> _Try it_: Your copy should match the entries exactly, with the pictures left out.

> _Source data_:
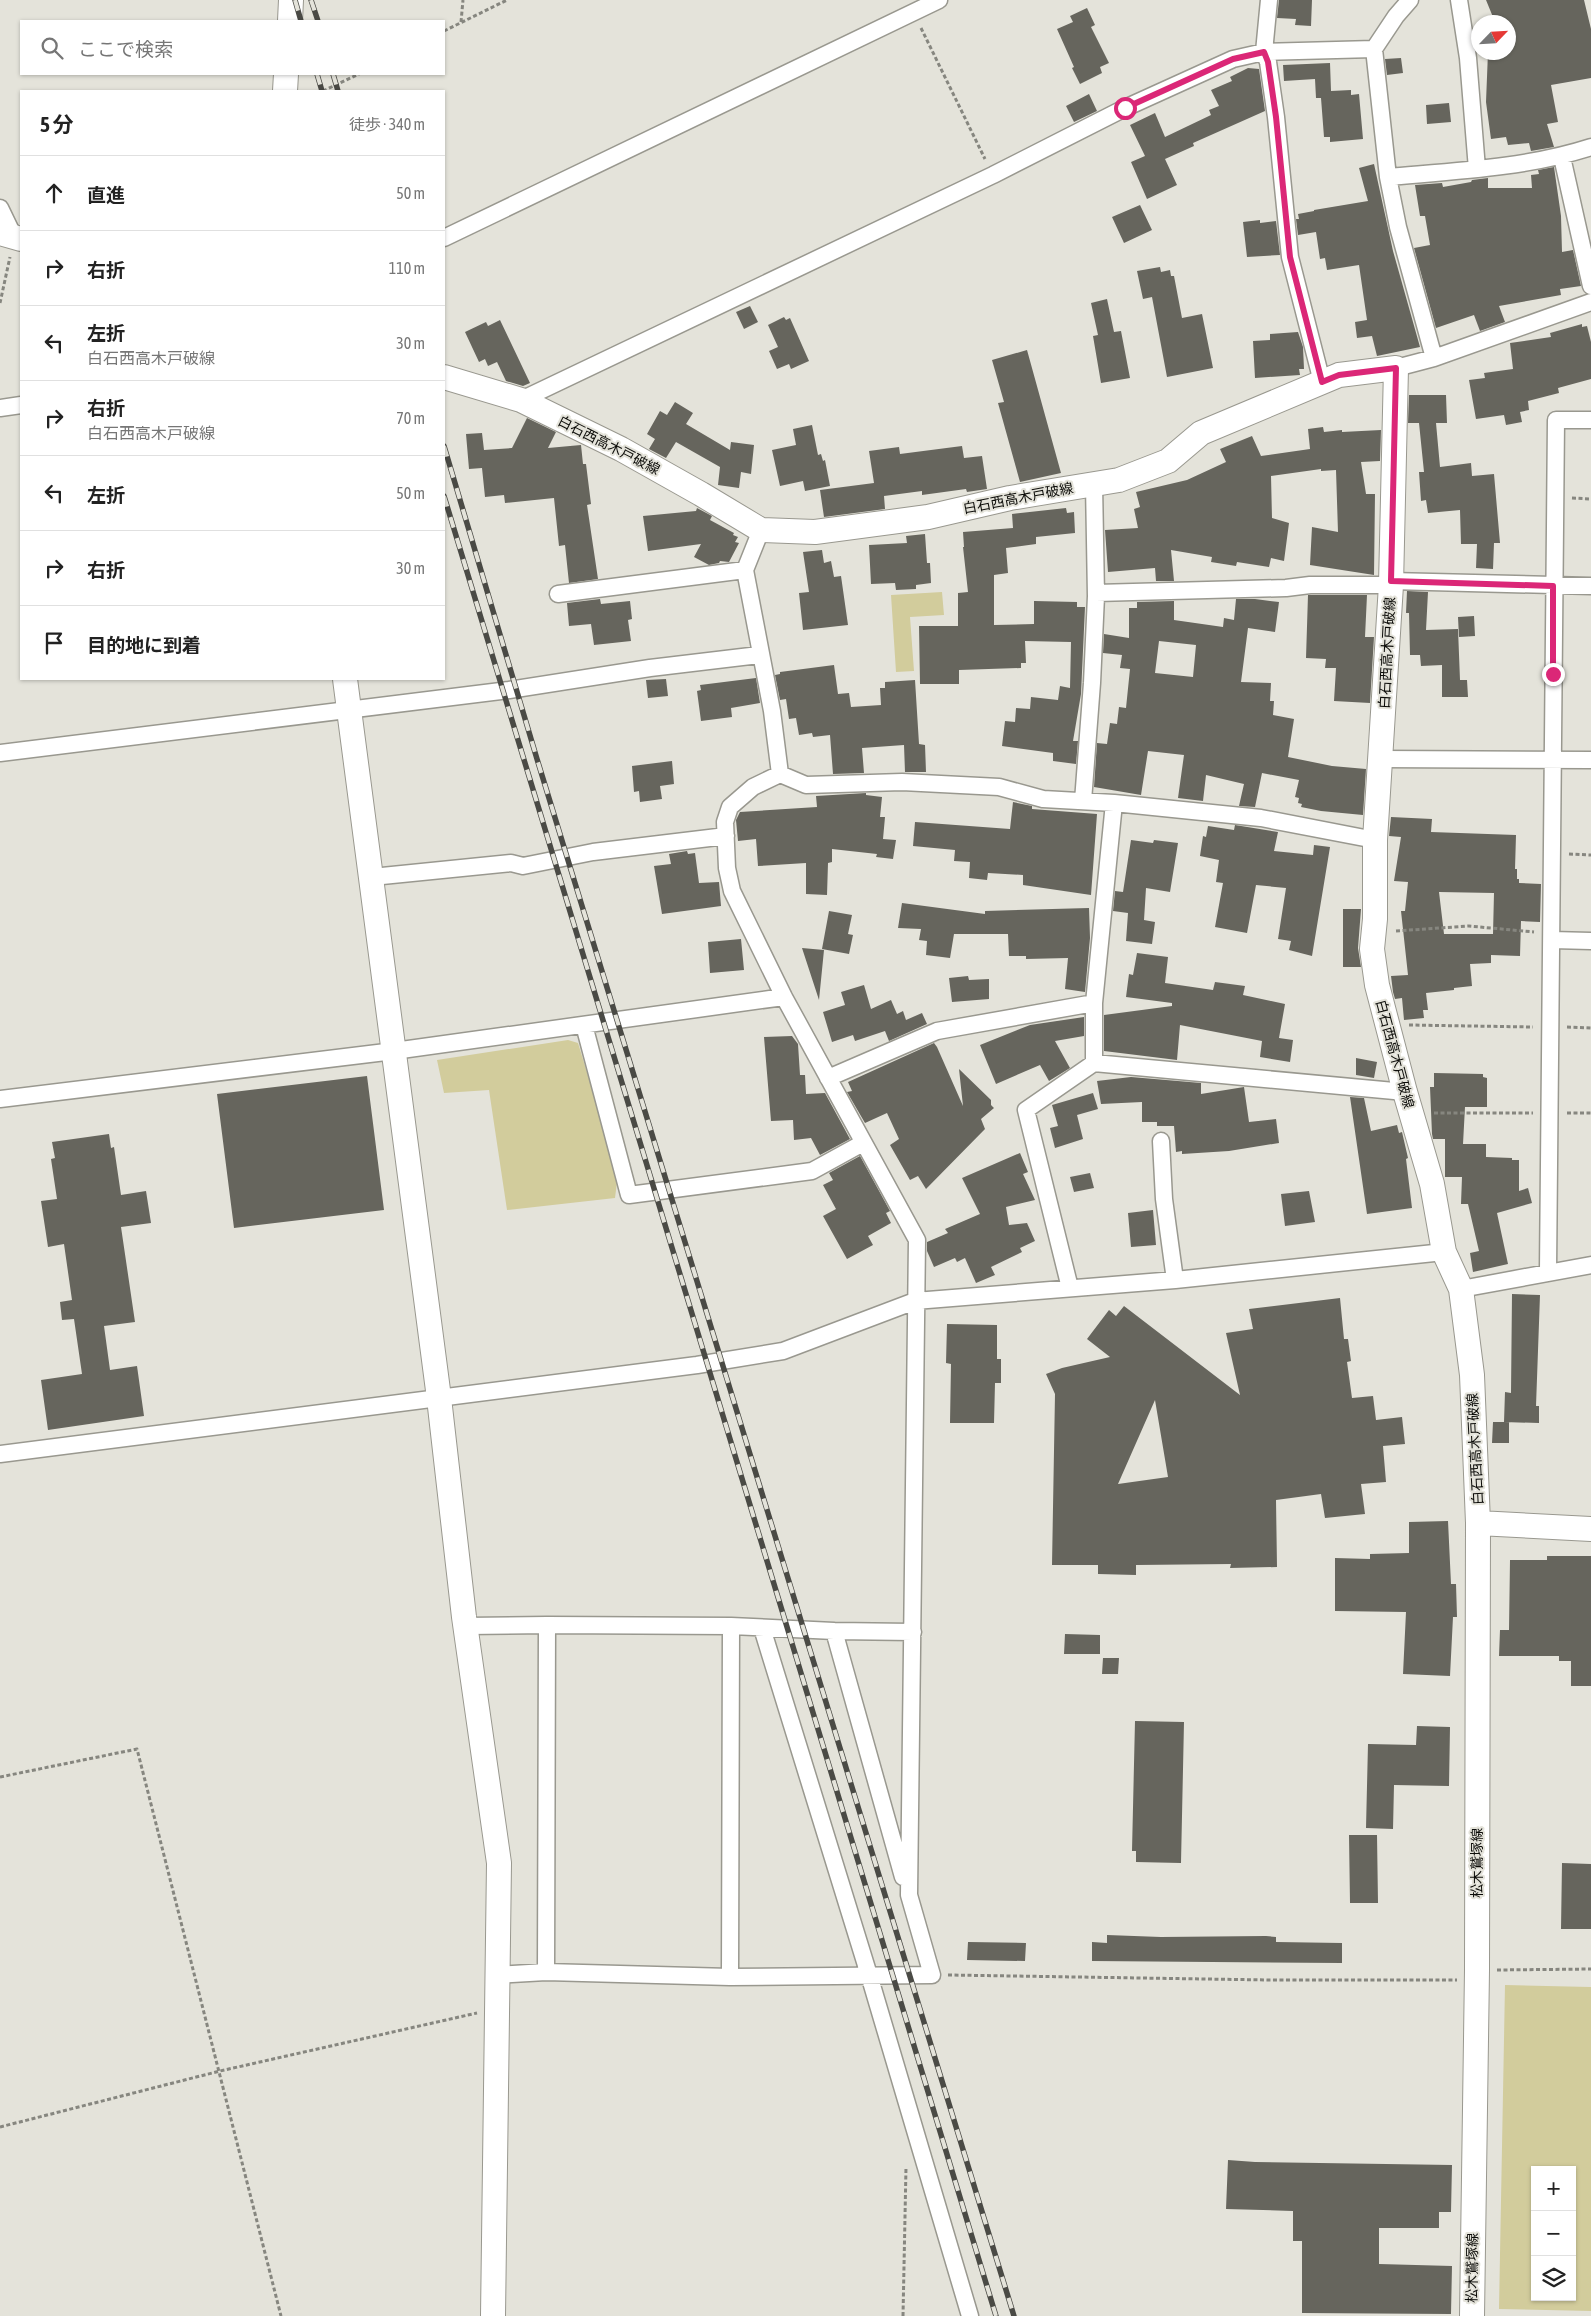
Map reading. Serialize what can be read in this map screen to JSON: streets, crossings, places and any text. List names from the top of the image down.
{
  "streets": {
    "main road": ["白石西高木戸破線", "松木鷲塚線"]
  },
  "crossings": [
    ["白石西高木戸破線", "松木鷲塚線"]
  ],
  "north": "top right",
  "page": {
    "search": "ここで検索",
    "heading": ["5 分", "徒歩 · 340 m"],
    "list": [
      ["直進", "50 m"],
      ["右折", "110 m"],
      ["左折", "白石西高木戸破線", "30 m"],
      ["右折", "白石西高木戸破線", "70 m"],
      ["左折", "50 m"],
      ["右折", "30 m"],
      "目的地に到着"
    ],
    "map_buttons": ["+", "−"]
  }
}
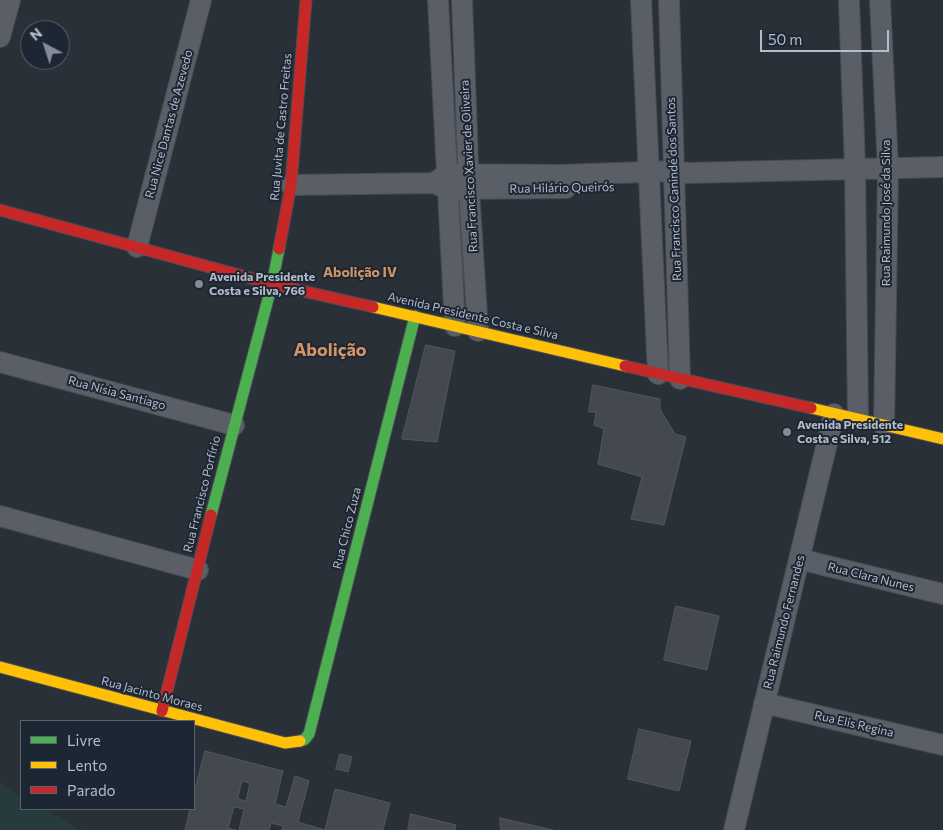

> _Written solution_:
Map reading. Serialize what can be read in this map screen to JSON: streets, crossings, places and any text. List names from the top of the image down.
{
  "streets": {
    "main road": ["白石西高木戸破線", "松木鷲塚線"]
  },
  "crossings": [
    ["白石西高木戸破線", "松木鷲塚線"]
  ],
  "north": "top right",
  "page": {
    "search": "ここで検索",
    "heading": ["5 分", "徒歩 · 340 m"],
    "list": [
      ["直進", "50 m"],
      ["右折", "110 m"],
      ["左折", "白石西高木戸破線", "30 m"],
      ["右折", "白石西高木戸破線", "70 m"],
      ["左折", "50 m"],
      ["右折", "30 m"],
      "目的地に到着"
    ],
    "map_buttons": ["+", "−"]
  }
}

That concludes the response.